More public amenities
Inasmuch as the size of the population of Addis Ababa keeps increasing,
other public amenities do not seem to grow proportionately.
Public lavatories being of necessity a prerequisite of city life,
they could be established at public squares, road intersections,
recreation centers, in the public parks, bus stations, at religious
compounds and public offices including kebeles through the direction
and coordination of the City Administration. These places are indicated
at random believing that they are the main locations where people
concentrate in one form or another.
While such an establishment will increase the modernizing effect
of a city life, it will also serve to combat partially youth unemployment.
The introduction of increased and modern lavatory system will also
add to the limited public amenities in the area of sanitation in
a more tenable fashion.
Public lavatories should be provided for those who need it on payment
of a certain fee exactly like parking fee, and for providing such
a service the unemployed youth could be deployed for work on commission
basis.
In this arrangement, street beggars, particularly those young mothers
who earn their living on compassionate alms they collect by displaying
their breast feeding children, could be in the first line of employment
opportunity seekers; thus, giving them hope of a better future than
harming their siblings in the scorching sun or in the bitterness
of cold, or being wet to the skin in the long rains.
Employment opportunity may vary between ticket selling, floor sweeping
and property upkeep. Dispensation of lavatory service on ticket
could extend to some bars and restaurants as they could benefit
from additional income and indirectly provides another source of
employment.
If this idea could be taken as a viable input for investment project
by those listed above and be discussed together with financing agencies
including NGOs and philanthropists, it could easily open up an opportunity
venue of employment for some of the unemployed youth all over the
city.
After all, the beauty of a city is not only to be measured and weighed
on the configuration and static beauty of its structures, but also
on the services it affords for its residents. I think now is the
time and a high time at that such ideas were properly considered,
swallowed and digested before external sanitation facilities became
expensive and too late to be provided for the majority of people
who cannot afford the luxury of internal facilities of a booming
city.
Improvisation of movable lavatories have been in place in some areas
but, if my memory serves me well, they have not lasted long. Therefore,
Addis will be much better, cleaner and healthier with a sort of
permanent installation that could be easily cleaned up with water
and soap and freshened with disinfectants and detergents consistently
through the employed guys.
As the project is very much connected with laying of modern sewerage
system or upgrading the existing ones, the technical side, its feasibility
status, and the outlay of capital could be taken up for study by
the appropriate agency.
This idea, if considered, has another advantage too. Since every
service will be on price, those who come to any center of the city
from the outskirts of Addis for any business, will think about it
and be ready in advance to pay and use the facilities easily, or
clean up thoroughly at home and come into the city feather weight.
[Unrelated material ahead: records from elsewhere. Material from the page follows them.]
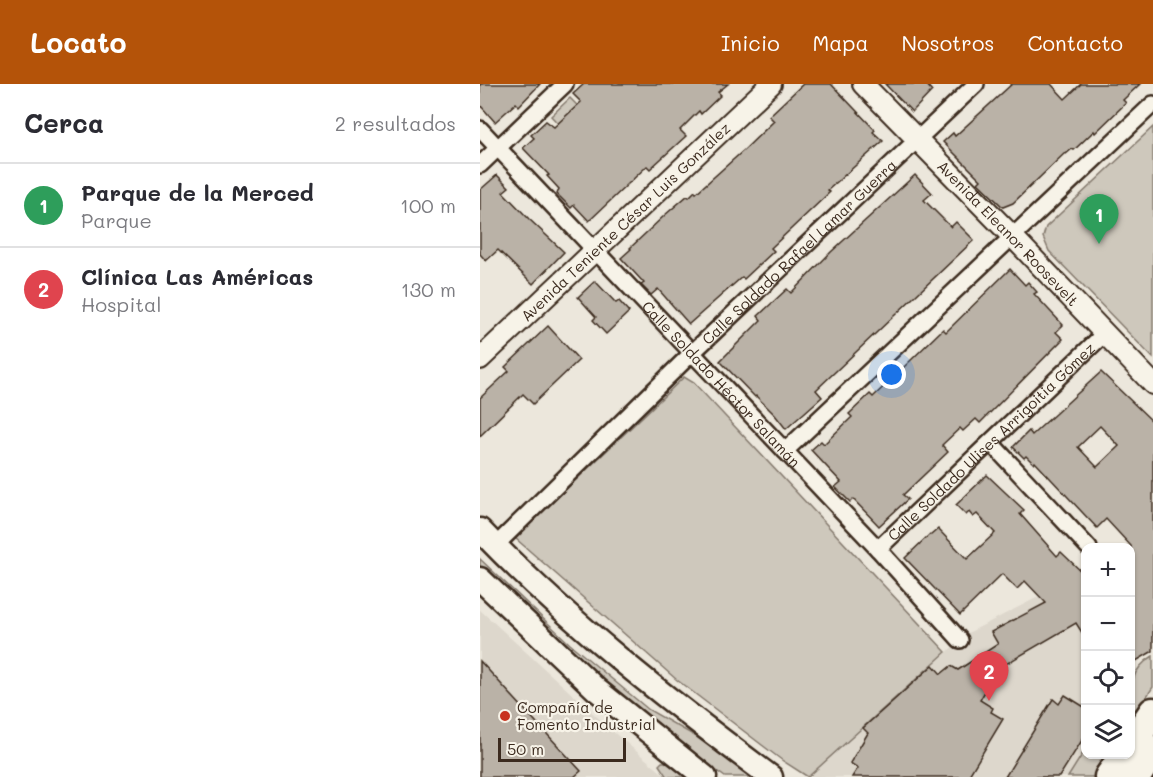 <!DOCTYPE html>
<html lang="es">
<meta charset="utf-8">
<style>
body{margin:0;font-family:Mali,sans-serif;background:#f2f2f3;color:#2b2b33}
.controls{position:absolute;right:18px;bottom:18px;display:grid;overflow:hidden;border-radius:12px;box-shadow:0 2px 4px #0004}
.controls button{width:54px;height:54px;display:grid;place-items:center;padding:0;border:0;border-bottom:2px solid #e1e1e2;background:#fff;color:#2b2b33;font:30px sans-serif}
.scale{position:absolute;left:18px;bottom:15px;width:128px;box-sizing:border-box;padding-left:6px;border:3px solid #3b2a1e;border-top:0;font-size:16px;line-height:21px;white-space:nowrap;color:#3b2a1e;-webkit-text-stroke:4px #f7f3e8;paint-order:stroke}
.you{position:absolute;left:412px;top:291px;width:21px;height:21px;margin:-15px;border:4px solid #fff;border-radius:50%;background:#1a73e8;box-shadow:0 0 0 9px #1a73e833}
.badge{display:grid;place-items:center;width:39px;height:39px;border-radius:50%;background:#b45309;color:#fff;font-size:20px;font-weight:700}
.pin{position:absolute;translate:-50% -50px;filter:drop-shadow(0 2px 3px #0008)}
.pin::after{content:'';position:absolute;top:32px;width:21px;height:18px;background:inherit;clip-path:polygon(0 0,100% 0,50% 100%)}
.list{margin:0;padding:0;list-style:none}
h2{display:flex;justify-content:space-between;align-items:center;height:78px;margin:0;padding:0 24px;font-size:26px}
h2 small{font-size:20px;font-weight:400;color:#7c7c81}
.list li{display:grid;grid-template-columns:39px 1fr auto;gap:18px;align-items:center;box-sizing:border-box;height:84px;padding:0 24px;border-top:2px solid #e1e1e2}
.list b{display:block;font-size:22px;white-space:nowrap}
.list p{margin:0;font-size:20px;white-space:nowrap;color:#7c7c81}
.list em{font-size:20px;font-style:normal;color:#7c7c81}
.icon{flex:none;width:33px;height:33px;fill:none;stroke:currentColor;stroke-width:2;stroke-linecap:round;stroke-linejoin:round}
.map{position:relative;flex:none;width:673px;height:693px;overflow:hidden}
header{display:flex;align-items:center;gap:36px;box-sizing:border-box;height:84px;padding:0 30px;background:#b45309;color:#fff}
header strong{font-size:28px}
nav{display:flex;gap:33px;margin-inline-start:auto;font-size:21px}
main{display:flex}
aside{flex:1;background:#fff}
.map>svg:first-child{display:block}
.built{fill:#ddd7cc}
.green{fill:#cec8bc;stroke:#84796d;stroke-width:1.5}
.building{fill:#bab2a7;stroke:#3b2a1e;stroke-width:1.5;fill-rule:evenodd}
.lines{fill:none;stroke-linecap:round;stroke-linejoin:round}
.minor-casing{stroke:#3b2a1e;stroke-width:20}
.tertiary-casing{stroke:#3b2a1e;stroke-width:24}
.secondary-casing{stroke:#3b2a1e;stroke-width:27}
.motorway-casing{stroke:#3b2a1e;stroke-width:33}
.minor{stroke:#f7f3e8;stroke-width:15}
.tertiary{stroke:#f7f3e8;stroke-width:20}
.secondary{stroke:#f7f3e8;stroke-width:22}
.motorway{stroke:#f7f3e8;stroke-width:28}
.poi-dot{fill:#c8321e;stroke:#f7f3e8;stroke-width:2}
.labels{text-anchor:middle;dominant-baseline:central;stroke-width:4.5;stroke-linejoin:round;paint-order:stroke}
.street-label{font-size:15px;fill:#3b2a1e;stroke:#f7f3e8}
.poi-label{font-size:15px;fill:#3b2a1e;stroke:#f7f3e8;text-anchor:start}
</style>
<header>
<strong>Locato</strong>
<nav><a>Inicio</a><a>Mapa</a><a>Nosotros</a><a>Contacto</a></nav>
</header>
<main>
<aside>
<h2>Cerca<small>2 resultados</small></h2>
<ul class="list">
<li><span class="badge" style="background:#2e9e5b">1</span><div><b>Parque de la Merced</b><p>Parque</p></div><em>100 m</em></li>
<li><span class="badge" style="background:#e0444e">2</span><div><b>Clínica Las Américas</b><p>Hospital</p></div><em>130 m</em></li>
</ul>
</aside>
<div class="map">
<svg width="673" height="693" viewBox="0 0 673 693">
<rect width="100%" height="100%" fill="#ece7dc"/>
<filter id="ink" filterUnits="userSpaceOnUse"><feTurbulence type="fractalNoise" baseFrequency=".0167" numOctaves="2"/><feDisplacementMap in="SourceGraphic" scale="12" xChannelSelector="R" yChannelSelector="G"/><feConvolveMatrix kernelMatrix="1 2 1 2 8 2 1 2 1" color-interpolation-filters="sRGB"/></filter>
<g filter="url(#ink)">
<g class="built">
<polygon points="605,489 605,666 588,693 333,693 331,691 488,549"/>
<polygon points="0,526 137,651 187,693 0,693"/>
</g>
<g class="green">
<polygon points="90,14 126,51 106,69 71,32"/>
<polygon points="673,43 673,274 569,167 563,153 566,143"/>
<polygon points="204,293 214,299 466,568 328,693 303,677 197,596 35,454"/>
<polygon points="0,475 90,560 169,626 215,652 271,693 245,693 204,663 110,586 0,486"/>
<path d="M673,572V603L651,636C651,609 646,588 673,572Z"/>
<polygon points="605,666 606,670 629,671 615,693 588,693"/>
<polygon points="182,678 185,678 206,693 187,693 179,681"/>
</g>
<g class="building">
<polygon points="0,0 60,0 39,22 36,19 15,38 0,21"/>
<polygon points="104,0 248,0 238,8 241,11 221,30 219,27 200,46 206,52 170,85 167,82 109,137 94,121 91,124 77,110 79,105 67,92 69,91 43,64 54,54 51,51 66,37 74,43 101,18 93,10"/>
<polygon points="323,0 351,0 395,46 393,48 403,57 348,106 350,108 291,164 294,167 264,195 262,193 209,240 178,205 171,211 161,201 164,199 141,174 151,165 150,164 185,131 207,112 209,113 215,107 216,109 264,66 294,37 289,32"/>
<polygon points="405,0 446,0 452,7 432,28"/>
<polygon points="532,0 571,0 585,15 601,0 660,0 643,16 646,19 615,49 614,47 594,66 592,65 586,70 585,69 533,119 523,123 498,99 501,96 463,58 473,49 475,52"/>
<polygon points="17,91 29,103 23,108 49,135 84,168 53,200 18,166 6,177 0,170 0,106"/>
<polygon points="435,91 452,109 444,116 471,143 476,138 494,156 336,306 342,313 306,345 295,331 276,312 275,313 240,277 281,236 278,232 307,205 311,209 351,168"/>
<polygon points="530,185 545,201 548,198 557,208 554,210 583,241 576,248 583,255 500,339 496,335 483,347 480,344 462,361 468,368 423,411 428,415 399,442 373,415 370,418 355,403 361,398 331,366 341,357 344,360 372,333 369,330 390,310 393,313 463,245 466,248"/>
<polygon points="115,197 136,219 139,217 149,228 126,250 113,236 116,233 98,213"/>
<polygon points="68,242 99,276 53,320 43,310 0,352 0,314 29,287 25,283"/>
<path d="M621,288L673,338V567L651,580V462L626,435L617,444L555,378L554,380L546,372L544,374L533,363L549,347L552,351ZM620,342L639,362L617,383L598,363Z"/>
<polygon points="507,391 544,426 540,430 577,472 581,468 606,492 606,555 596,539 524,581 502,601 507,604 500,616 513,624 511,628 523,635 488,693 372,693 378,684 370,679 388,649 383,644 453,581 461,590 471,582 478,586 518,560 511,548 566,519 545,497 537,505 522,490 480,531 425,474 450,450 451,451 458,445 487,475 515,449 497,430 493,433 489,428 486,431 476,421"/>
<polygon points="0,577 101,687 94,693 0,693"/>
<polygon points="585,611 606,624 606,650 579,693 525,693 573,615 579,620"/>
</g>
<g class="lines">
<g class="minor-casing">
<g id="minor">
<path id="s1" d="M0,45L398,465L480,556"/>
<polyline points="0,81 85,0"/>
<polyline points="511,359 609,464"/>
<polyline points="305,367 673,20"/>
<path id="s2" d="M15,462L212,269L496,0"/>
<path id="s3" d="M398,465L624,250"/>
</g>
</g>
<g class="tertiary-casing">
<g id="tertiary">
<path id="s4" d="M383,0L532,152L673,300"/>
<path id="s5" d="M0,275L291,0"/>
</g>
</g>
<g class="secondary-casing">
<g id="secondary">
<path d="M0,446C88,538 189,617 291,693"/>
<polyline points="0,495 117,606 225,693"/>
</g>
</g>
<g class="motorway-casing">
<g id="motorway">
<polyline points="650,662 673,628"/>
<polyline points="629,693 645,670"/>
<polyline points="656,693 673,666"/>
</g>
</g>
<use href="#minor" class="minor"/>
<use href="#tertiary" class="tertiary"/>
<use href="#secondary" class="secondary"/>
<use href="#motorway" class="motorway"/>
</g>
</g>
<circle class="poi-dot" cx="25" cy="632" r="6"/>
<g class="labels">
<g class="street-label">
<text stroke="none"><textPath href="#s5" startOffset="200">Avenida Teniente César Luis González</textPath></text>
<text stroke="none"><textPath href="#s4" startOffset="208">Avenida Eleanor Roosevelt</textPath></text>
<text stroke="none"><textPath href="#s2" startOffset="423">Calle Soldado Rafael Lamar Guerra</textPath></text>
<text stroke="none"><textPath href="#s1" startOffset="351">Calle Soldado Héctor Salamán</textPath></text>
<text stroke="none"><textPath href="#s3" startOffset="156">Calle Soldado Ulises Arrigoitia Gómez</textPath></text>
</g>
<g class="poi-label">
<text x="37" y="623">Compañía de<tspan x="37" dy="17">Fomento Industrial</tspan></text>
</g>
</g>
</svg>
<div class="controls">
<button>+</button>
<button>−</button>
<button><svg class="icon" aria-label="locate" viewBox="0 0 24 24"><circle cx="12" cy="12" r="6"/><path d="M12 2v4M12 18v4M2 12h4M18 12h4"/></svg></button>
<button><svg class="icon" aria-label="layers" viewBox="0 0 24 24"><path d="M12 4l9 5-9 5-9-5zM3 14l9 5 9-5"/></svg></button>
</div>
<div class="scale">50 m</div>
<div class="you"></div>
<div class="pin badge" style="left:619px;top:160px;background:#2e9e5b">1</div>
<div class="pin badge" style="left:509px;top:617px;background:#e0444e">2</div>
</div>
</main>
Appropriate facilities for the extreme poor, who cannot afford to
buy tickets, may be improvised likewise with some kind of lavatories
and washing areas as of now instead of letting them continue littering
every corner of the city including church compounds. This should
be an urgent call of the millennium, and people should start to
think seriously on such issues thought the city rather than to bit
about the bush the old way; and to do it, follow it up, and to maintain
it, rather than to leave it after it is done to the vagaries of
nature.
I gather, the implementation of such an idea in the early years
of the new millennium should be seen as a vital step in the right
direction, and as one contributing towards a fractional solution
of gradual alleviation of a trio-winged problem of our city—unemployment,
begging and lack of sanitary standard.